The War in Algeria was going poorly, with the government of France viewed increasingly unfavorably by the French Army in Algiers. A group of rebel officers decided to take action by installing retired General Charles de Gaulle as the President of France. The prelude to this goal was to be Operation Corsica.

===Algiers===
It started as a coup attempt led at Algiers on 13 May 1958 by a military coalition headed by Algiers deputy and reserve airborne officer Pierre Lagaillarde, Generals Raoul Salan, Edmond Jouhaud, Jean Gracieux, and Jacques Massu, and by Admiral Philippe Auboyneau, commander of the Mediterranean fleet. The putsch was supported by former Algerian Governor General Jacques Soustelle and his activist allies.

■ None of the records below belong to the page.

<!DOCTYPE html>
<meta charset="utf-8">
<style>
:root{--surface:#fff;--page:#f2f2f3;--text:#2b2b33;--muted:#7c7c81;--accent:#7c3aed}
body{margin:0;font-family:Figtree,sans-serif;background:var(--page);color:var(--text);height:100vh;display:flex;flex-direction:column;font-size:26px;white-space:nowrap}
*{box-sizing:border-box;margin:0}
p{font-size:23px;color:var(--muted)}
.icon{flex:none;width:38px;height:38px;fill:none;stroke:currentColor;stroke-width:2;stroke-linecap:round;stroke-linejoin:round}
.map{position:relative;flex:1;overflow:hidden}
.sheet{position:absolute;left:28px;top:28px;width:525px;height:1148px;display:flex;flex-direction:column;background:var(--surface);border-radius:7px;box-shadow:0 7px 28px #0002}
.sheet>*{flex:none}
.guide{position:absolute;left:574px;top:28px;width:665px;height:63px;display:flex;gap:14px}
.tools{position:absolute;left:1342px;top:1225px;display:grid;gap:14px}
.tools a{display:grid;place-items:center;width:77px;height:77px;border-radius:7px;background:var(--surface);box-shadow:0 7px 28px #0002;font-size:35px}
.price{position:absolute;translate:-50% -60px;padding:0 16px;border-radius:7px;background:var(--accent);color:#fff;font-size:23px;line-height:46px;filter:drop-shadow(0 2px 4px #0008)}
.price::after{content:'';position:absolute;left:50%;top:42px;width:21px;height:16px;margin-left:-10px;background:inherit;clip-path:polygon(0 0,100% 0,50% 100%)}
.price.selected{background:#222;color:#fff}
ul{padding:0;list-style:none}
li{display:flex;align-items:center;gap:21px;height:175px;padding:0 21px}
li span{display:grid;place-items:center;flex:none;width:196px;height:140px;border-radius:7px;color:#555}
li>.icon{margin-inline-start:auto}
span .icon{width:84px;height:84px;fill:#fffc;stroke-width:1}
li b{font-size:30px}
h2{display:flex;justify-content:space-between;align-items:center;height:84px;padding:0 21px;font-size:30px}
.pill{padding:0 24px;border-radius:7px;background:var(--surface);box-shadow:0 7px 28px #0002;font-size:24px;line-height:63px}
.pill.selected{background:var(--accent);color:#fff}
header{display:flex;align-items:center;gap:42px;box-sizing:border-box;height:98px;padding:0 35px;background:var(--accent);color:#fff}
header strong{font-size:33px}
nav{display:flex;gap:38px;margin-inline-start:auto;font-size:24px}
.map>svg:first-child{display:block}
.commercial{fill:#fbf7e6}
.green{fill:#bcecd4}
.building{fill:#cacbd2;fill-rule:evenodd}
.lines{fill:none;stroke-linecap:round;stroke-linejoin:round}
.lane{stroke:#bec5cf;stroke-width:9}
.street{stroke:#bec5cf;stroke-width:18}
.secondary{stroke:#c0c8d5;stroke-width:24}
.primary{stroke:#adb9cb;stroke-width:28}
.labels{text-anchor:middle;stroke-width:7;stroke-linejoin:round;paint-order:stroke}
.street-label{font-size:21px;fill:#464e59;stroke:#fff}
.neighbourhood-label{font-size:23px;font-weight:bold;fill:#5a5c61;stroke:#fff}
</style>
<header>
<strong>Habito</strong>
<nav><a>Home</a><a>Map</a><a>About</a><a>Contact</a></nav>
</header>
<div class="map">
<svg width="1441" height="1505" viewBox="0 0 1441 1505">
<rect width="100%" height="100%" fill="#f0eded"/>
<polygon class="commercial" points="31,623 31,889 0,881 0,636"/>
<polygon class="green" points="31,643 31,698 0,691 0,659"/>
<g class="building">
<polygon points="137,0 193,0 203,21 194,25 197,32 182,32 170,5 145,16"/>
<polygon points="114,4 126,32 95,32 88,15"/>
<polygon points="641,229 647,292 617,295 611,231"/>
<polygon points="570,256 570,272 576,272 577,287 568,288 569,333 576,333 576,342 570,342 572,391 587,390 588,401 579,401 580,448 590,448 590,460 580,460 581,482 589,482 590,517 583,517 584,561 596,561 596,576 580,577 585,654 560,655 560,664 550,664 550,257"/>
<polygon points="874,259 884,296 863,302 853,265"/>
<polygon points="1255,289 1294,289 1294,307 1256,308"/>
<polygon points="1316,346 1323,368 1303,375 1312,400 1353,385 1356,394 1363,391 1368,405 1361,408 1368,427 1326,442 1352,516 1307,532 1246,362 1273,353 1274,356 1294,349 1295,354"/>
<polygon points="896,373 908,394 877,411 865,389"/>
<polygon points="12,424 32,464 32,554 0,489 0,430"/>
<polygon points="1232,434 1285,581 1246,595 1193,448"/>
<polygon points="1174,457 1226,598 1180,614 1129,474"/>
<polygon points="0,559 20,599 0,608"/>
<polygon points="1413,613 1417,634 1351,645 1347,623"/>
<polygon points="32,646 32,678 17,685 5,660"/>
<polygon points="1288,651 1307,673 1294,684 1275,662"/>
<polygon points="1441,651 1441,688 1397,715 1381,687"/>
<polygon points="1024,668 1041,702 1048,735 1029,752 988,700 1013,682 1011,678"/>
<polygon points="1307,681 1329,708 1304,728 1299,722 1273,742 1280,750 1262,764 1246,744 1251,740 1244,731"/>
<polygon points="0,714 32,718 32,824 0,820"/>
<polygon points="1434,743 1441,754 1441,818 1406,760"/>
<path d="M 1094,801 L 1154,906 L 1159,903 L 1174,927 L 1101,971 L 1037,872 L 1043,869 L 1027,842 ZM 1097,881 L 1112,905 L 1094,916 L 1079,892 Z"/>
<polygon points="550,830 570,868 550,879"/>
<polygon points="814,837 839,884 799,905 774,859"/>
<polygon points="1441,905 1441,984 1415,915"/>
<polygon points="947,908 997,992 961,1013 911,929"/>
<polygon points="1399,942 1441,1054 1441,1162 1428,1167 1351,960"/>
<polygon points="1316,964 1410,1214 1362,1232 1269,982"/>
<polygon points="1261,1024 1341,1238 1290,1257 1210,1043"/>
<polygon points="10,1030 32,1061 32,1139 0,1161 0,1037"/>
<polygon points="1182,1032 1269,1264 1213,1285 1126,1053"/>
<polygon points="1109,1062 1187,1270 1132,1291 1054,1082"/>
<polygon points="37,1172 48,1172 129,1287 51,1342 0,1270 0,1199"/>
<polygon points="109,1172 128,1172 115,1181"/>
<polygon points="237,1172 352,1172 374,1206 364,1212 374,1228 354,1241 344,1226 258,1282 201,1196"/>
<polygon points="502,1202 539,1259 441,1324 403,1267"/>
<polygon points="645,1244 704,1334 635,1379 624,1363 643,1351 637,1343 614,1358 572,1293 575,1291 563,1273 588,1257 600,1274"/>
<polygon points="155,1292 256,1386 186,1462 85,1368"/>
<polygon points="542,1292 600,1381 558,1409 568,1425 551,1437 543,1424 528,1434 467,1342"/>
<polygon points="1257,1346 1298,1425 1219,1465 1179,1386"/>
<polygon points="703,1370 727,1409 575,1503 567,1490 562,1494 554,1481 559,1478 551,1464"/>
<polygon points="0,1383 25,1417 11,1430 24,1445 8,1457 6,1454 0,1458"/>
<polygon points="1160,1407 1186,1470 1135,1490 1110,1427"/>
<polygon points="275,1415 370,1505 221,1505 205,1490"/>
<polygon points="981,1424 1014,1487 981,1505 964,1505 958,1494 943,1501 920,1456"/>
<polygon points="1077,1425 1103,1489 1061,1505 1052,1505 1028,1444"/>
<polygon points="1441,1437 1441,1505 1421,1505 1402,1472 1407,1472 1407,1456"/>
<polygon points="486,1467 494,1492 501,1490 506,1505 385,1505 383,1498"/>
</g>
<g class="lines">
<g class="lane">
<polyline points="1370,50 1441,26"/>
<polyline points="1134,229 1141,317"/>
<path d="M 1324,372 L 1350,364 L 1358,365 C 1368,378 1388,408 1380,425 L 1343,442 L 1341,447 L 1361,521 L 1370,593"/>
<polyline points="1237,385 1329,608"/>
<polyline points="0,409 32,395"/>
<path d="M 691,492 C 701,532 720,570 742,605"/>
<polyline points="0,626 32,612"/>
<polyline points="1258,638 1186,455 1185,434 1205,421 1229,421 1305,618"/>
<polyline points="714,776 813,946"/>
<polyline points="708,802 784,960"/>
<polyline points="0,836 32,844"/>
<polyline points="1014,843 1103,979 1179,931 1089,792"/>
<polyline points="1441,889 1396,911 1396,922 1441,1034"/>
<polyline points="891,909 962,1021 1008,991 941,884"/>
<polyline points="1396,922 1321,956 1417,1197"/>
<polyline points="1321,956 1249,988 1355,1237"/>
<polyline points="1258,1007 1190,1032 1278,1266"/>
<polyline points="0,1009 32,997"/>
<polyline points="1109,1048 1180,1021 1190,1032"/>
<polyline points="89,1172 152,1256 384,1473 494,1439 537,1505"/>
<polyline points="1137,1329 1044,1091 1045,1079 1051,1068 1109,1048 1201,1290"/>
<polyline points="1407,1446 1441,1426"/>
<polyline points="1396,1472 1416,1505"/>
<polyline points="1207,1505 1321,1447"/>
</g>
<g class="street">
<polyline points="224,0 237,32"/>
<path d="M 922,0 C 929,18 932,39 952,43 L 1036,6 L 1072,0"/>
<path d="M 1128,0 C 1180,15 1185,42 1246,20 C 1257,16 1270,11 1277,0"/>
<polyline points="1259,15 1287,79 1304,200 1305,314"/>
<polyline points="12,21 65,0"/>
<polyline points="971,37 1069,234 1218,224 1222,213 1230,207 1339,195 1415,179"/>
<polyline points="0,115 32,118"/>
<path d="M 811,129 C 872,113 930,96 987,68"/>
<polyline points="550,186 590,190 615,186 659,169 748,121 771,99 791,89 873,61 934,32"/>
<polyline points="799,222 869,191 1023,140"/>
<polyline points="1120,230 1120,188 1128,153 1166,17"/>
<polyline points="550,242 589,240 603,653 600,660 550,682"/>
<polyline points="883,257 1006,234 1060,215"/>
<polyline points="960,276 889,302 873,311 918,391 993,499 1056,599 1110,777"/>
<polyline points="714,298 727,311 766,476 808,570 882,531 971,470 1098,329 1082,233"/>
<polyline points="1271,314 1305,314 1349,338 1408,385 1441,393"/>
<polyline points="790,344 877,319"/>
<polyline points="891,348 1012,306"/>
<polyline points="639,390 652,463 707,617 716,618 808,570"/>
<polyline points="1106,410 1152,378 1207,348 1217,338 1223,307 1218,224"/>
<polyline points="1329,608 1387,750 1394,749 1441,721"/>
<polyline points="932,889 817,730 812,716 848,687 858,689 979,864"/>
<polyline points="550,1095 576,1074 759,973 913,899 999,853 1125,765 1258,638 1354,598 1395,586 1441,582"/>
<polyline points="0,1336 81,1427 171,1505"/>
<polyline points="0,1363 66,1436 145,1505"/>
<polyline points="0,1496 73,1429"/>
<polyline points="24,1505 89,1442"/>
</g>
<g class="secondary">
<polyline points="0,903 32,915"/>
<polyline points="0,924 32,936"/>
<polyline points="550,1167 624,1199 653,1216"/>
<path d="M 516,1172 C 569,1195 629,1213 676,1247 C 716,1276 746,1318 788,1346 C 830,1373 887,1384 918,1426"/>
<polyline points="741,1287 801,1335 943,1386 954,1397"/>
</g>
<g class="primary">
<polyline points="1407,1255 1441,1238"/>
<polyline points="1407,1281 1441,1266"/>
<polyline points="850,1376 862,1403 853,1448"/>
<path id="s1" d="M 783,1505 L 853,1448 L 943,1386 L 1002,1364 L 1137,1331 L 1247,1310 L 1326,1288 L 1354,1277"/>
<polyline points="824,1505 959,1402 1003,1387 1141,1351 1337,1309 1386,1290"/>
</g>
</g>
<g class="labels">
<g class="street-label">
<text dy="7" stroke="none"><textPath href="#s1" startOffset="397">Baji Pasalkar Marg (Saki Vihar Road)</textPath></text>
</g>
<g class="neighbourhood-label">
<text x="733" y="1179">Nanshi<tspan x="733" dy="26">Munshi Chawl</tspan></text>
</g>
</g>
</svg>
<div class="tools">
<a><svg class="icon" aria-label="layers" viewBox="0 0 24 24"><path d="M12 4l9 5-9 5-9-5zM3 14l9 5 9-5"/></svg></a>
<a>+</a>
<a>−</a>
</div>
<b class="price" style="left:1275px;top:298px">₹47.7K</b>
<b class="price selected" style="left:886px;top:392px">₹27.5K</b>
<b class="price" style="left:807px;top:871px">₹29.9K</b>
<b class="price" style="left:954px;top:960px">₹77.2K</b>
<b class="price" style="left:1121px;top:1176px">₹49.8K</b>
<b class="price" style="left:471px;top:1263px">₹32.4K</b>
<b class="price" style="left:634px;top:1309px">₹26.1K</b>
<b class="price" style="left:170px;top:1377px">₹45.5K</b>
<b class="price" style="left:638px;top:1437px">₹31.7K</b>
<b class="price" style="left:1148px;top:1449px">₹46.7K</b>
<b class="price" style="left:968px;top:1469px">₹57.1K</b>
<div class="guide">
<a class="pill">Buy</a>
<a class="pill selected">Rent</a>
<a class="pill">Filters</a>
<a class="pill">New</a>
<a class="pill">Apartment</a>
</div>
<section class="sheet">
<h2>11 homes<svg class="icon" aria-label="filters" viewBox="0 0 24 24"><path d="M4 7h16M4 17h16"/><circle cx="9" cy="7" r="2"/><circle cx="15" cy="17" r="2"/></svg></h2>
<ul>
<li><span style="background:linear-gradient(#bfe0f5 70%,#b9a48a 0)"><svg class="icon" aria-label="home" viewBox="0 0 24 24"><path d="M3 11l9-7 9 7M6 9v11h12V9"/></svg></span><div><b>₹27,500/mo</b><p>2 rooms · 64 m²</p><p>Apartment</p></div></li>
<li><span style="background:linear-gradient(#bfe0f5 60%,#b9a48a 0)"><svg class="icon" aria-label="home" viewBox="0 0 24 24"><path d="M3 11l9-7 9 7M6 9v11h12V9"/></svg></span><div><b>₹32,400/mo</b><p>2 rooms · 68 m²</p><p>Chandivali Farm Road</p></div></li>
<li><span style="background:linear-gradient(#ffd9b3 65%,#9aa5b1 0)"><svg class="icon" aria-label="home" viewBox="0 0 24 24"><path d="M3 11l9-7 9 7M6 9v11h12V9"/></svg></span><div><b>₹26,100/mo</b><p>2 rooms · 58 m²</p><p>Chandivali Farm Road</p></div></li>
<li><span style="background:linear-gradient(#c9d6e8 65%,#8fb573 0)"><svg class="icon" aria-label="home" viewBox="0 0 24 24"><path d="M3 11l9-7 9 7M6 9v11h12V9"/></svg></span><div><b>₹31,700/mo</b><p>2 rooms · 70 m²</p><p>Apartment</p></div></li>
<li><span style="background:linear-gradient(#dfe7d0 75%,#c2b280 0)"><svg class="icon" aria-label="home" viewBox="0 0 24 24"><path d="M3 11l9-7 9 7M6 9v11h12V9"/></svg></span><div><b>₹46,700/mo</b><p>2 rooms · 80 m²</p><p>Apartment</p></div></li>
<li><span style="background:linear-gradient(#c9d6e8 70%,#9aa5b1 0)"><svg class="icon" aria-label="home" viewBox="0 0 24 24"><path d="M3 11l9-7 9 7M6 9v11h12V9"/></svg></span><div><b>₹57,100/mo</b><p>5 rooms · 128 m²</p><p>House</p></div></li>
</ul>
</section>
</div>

After his tour as governor general, Jacques Soustelle had returned to France to organize support for de Gaulle's return to power, while retaining close ties to the army and the settlers. By early 1958, he had organized a coup d'état, bringing together dissident army officers and colonial officials with sympathetic Gaullists. An army junta under General Jacques Massu seized power in Algiers on the night of 13 May. General Salan assumed leadership of a Committee of Public Safety formed to replace the civil authority and pressed the junta's demands that de Gaulle be named by French president René Coty to head a government of national union invested with extraordinary powers to prevent the "abandonment of Algeria". Salan announced on radio that the Army had “provisionally taken over responsibility for the destiny of French Algeria”. Under the pressure of Massu, Salan declared Vive de Gaulle ! from the balcony of the Algiers Government-General building on 15 May. De Gaulle answered two days later that he was ready to “assume the powers of the Republic”. (Note: French: "prêt à assumer les pouvoirs de la République") Many worried as they saw this answer as support for the army.